Neal jogged up to her. “Hi there,” he said. “Mind if I help?”

She turned turned around to face him, leaning on her shovel as she caught her breath. "Are you sure you want to go through that trouble?"

“Why not? That’s what neighbors are for,” Neal said, hoping to put her at ease. It was close enough to the truth; he spent a good portion of his life at Peter’s place.

“Thank you," the lady gushed. "My son usually does it for me, but he can’t come today. To tell you the truth, I was about to ring your doorbell. I know your father would do it if I asked him--or is Peter your brother?” 

He bit back a laugh. He knew the woman was fishing, but he didn't mind. Here was the perfect opportunity for revenge, and the perfect opportunity to practice a harmless con. “Peter? Yeah, he’s my father.”

“Really? I’ve seen you around, but I didn’t think the Burkes were old enough to have a grown-up child--”

“Oh, Elizabeth isn’t old enough,” Neal said chivalrously. “She’s my stepmother. I’m the result of a teenage indiscretion on Peter’s part.”

The woman laughed. “Ah, that it explains it. I was wondering. Well, thanks for the help. I’m Mrs. Murphy, by the way.”

“I’m Neal,” he answered, deliberately leaving off his last name. No need to complicate matters.

Neal finished Mrs. Murphy’s walk within half an hour. He didn’t mention his good deed to Peter and Elizabeth when he walked into their house and helped himself to pancakes. He just basked in the triumph of his revenge. Poor Peter. But he'd probably never know that Mrs. Murphy believed he was old enough to be Neal’s father.

Which he technically was--although thirteen was a little young for a teenage indiscretion.

Neal had almost forgotten about the con when he was climbing out of Peter’s car two months later, right in front of Peter’s house. It was a warm spring afternoon, and Mrs. Murphy was sitting on her front steps. She waved them over.

After exchanging greetings, the lady smiled at Peter. “You must be so proud of your son. He’s such a sweetheart.”

Neal saw the surprise register on Peter’s face--along with some other emotion that he couldn’t quite read. “My son?”

She nodded. “Neal shoveled my walkway after one of those snowstorms we had over the winter.”

“I, ah, spilled the beans. I told her what happened when you were a careless and stupid teenager,” Neal explained.

He knew Peter wanted to roll his eyes. But to do the man credit, he kept a straight face as he put an arm around Neal.
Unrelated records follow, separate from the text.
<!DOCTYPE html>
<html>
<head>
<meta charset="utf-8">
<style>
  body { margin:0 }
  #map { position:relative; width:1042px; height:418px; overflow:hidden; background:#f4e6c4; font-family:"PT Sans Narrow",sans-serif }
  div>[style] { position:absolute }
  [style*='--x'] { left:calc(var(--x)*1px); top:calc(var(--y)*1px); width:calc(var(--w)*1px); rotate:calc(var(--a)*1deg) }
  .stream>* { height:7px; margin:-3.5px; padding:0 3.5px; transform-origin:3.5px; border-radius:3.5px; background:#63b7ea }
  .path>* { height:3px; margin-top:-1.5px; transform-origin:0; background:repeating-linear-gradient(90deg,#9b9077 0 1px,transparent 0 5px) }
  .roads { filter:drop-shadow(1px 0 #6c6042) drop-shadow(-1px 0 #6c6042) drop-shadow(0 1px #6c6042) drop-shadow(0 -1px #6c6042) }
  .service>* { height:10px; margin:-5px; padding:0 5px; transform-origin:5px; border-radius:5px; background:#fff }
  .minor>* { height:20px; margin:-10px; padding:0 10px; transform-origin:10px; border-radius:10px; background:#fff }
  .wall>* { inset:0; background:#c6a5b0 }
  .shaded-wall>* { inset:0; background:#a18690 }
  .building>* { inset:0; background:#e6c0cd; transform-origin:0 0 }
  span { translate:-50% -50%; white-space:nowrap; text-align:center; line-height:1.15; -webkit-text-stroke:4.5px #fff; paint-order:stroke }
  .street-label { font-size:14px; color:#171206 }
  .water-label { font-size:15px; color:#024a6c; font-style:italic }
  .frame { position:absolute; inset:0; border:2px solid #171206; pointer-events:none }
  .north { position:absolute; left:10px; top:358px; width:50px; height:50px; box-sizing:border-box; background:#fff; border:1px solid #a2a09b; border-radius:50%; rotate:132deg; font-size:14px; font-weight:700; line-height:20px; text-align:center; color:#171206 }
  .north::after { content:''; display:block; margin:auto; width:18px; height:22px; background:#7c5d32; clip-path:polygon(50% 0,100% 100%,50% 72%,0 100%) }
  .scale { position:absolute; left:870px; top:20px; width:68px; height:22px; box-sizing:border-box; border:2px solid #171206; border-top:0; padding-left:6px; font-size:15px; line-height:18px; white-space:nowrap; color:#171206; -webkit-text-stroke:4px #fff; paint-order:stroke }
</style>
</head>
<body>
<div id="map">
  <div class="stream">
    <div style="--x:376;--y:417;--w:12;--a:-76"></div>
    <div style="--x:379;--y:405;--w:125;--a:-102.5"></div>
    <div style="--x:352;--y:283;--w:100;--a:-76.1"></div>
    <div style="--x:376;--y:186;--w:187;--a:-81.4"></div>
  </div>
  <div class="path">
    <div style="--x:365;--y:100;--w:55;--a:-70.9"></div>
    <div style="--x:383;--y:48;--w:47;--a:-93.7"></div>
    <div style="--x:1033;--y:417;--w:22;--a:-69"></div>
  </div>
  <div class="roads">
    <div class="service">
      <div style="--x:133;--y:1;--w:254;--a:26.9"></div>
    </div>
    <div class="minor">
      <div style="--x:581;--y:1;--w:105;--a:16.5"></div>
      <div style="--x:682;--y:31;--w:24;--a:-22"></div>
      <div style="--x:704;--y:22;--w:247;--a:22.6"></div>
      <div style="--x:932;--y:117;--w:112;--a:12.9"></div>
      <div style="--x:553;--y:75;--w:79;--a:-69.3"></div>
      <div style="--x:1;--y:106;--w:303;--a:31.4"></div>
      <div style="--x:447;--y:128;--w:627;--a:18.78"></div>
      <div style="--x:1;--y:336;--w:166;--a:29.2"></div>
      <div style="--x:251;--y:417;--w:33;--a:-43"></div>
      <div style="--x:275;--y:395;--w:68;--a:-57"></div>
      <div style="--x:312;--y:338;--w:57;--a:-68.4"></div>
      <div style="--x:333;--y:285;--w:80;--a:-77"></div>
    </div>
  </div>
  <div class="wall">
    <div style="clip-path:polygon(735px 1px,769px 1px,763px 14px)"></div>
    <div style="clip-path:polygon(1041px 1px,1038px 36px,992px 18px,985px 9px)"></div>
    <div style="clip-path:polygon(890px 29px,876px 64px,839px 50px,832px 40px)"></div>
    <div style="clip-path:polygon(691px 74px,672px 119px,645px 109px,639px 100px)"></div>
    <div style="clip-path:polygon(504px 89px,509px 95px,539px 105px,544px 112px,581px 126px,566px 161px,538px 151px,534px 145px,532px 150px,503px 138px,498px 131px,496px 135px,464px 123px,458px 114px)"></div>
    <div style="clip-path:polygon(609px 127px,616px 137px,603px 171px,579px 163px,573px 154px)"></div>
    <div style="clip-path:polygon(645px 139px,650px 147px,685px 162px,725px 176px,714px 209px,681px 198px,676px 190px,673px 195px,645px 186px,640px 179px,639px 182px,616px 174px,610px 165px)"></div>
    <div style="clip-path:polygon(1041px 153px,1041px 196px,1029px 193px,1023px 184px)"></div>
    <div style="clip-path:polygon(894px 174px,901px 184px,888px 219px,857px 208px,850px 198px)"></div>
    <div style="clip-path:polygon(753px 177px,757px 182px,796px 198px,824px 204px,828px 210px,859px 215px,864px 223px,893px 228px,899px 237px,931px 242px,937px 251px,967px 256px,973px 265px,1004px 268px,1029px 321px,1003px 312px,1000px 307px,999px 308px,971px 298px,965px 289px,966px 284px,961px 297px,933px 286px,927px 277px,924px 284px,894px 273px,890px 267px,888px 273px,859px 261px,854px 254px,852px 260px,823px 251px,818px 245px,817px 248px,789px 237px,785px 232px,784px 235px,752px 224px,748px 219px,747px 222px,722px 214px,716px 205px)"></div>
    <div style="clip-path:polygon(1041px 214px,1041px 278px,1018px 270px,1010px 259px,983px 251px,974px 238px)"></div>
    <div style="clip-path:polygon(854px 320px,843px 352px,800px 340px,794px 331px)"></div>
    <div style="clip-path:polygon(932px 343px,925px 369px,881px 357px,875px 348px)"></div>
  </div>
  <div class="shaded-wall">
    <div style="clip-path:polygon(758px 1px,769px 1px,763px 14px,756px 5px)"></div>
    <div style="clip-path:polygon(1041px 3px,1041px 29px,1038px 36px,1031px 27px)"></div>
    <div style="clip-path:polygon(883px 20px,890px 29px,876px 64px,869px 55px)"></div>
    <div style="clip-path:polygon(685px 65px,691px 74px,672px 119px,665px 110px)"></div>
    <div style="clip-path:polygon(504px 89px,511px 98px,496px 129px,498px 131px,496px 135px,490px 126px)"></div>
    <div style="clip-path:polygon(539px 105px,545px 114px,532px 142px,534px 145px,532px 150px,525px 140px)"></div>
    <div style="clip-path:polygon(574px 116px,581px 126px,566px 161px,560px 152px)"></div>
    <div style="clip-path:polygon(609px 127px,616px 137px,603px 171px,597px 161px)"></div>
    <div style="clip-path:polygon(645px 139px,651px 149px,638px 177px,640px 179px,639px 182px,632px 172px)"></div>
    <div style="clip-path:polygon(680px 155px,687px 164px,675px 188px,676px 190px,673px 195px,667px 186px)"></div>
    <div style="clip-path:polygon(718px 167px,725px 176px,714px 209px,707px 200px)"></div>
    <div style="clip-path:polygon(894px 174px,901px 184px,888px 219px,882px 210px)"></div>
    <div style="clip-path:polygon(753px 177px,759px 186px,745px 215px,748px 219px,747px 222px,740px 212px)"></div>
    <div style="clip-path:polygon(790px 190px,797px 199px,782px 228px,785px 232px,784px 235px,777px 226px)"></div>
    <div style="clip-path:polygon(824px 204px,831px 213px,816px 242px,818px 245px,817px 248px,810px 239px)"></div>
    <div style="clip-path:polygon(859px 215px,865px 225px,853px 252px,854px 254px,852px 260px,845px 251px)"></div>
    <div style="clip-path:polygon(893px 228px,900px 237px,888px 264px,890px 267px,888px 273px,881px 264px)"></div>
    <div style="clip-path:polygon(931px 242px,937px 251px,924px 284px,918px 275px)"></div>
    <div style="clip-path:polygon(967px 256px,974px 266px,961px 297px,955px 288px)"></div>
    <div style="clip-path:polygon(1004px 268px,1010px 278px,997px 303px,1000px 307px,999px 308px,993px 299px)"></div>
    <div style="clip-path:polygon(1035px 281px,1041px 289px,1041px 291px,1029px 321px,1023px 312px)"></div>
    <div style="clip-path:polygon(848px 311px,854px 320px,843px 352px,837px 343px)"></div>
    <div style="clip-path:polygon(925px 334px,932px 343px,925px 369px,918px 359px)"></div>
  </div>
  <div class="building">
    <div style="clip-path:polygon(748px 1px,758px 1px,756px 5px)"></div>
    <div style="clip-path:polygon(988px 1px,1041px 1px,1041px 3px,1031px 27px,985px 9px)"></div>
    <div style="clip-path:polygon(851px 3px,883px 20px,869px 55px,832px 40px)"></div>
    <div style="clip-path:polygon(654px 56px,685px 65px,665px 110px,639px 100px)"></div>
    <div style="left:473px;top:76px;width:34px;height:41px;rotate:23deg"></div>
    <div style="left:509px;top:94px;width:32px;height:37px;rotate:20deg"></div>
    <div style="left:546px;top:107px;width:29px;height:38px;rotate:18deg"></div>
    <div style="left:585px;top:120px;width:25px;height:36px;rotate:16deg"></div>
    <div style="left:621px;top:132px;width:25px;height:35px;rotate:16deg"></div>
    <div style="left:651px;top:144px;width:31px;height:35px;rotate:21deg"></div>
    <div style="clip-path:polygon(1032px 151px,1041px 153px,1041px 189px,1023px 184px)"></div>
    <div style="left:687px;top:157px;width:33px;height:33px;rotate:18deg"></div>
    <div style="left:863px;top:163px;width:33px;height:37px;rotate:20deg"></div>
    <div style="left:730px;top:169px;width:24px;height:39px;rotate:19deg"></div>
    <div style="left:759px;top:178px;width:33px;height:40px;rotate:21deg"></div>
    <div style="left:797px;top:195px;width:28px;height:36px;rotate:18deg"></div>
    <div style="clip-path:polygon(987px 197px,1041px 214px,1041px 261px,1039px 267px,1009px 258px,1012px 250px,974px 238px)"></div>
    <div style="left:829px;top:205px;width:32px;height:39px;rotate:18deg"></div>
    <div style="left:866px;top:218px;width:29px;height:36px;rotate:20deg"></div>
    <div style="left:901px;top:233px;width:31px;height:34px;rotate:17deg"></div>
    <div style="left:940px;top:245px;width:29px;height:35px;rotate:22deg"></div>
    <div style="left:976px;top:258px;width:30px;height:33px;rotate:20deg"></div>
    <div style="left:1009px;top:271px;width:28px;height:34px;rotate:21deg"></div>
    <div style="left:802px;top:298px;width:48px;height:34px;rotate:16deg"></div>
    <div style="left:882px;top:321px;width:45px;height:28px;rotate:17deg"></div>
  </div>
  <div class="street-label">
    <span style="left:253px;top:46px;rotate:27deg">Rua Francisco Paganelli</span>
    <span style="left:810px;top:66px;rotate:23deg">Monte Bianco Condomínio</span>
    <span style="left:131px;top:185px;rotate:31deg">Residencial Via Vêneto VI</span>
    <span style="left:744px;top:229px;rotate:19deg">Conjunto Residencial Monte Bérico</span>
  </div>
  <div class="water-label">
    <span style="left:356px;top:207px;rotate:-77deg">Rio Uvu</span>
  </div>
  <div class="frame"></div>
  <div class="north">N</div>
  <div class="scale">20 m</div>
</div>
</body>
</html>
“I am proud of him,” Peter said, squeezing Neal’s shoulder. “He’s a good kid when he puts his mind to it.”

Neal raised his eyebrows, surprised at the sincerity in Peter’s voice. He swallowed, realizing he was perilously close to a warm, fuzzy feeling again. “Thanks, Dad,” he managed.

Peter gave him a playful glare for the ‘Dad’--but that was almost drowned out by the genuine pride in his eyes. Then he turned back to Mrs. Murphy and skillfully extricated them from the conversation.

“Nice work,” Neal whispered a couple of minutes later, as Peter unlocked the door to his house. “I thought we’d be stuck for hours hearing about her grandkids.” He'd had to do some fast talking of his own to escape that fate last time. 

The agent just grunted as he opened the door and put the keys back in his pocket.

“And I know you’re not quite old enough to be my father,” Neal continued. “I mean, I can understand the lady making that assumption, but--”

Peter responded by giving Neal a fatherly smack on the ass. “Never mind your insults,” he said. “Just go get your old man a beer.”

Neal laughed. “Yes, sir,” he said as he headed for the fridge.